You Can’t Say Porn is Private when Sex is Relational
For I long time, I accepted that my partner had the categorical right to consume a product that I find personally demeaning, that harmed my self-esteem and sexual insecurity. Because Porn is Private, it couldn’t be cheating. To ask a partner not to watch porn was to be controlling and unreasonable. Your feelings on the subject are private too. This is the lie that the porn industry needs us to believe in order to continue every other abusive tactic they need to sustain themselves.
The reality is, everything sexual that takes place within a relationship affects that relationship. Sex, by it’s very nature, is relational. It cannot be contained or siphoned off into a private space separate from your partner. What you consume, how you think about sex, how you visualize sex, affects the person you are having sex with. Telling her otherwise is just gaslighting her.
Women are Real
I am a real, flesh-and-blood woman and I don’t need a fictionalized, staged, person on a screen to tell my partner how to have sex with me. The exaggerated screams, the distorted poses, the surgically augmented bodies do not represent me. Those videos represent a male fantasy that I am then expected, even on a subconscious level, to recreate. They represent a barrier to my sexual pleasure that I have to actively overcome. They stand in the way of love.

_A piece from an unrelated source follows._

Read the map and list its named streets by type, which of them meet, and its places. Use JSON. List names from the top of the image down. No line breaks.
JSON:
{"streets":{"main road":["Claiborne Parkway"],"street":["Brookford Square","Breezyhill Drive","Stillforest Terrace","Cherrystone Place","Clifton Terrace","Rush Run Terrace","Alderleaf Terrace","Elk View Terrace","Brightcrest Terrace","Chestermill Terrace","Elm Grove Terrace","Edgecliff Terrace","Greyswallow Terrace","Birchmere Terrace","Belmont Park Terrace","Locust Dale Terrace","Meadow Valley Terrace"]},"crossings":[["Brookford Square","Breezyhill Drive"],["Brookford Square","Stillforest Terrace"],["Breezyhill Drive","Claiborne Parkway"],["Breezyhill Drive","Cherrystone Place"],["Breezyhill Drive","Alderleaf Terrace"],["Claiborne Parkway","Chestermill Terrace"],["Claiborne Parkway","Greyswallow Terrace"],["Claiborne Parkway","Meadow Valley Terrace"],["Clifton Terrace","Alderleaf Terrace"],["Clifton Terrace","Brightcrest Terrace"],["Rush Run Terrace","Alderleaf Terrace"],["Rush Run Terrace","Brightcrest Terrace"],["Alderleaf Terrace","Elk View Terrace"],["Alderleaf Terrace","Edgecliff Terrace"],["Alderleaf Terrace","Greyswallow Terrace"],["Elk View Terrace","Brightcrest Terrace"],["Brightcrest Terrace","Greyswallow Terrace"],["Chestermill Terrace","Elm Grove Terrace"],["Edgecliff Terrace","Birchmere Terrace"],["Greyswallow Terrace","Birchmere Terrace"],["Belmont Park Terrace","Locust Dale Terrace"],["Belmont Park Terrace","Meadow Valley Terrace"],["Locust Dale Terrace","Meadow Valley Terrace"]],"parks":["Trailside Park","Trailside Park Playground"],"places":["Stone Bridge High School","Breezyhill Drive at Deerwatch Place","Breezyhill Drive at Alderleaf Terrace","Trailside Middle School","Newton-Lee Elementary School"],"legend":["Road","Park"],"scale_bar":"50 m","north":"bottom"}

But the women on the screen are real too. They are human beings with hearts and bodies and flesh and, many of them, strongly felt opinions that are different than mine. But many of them also feel shame and regret. Many have spoken about it, although their videos continue to exist beyond their control. Because we have decided that they are not real. All that is real are the viewer and the screen. No other human beings are involved. Porn is private.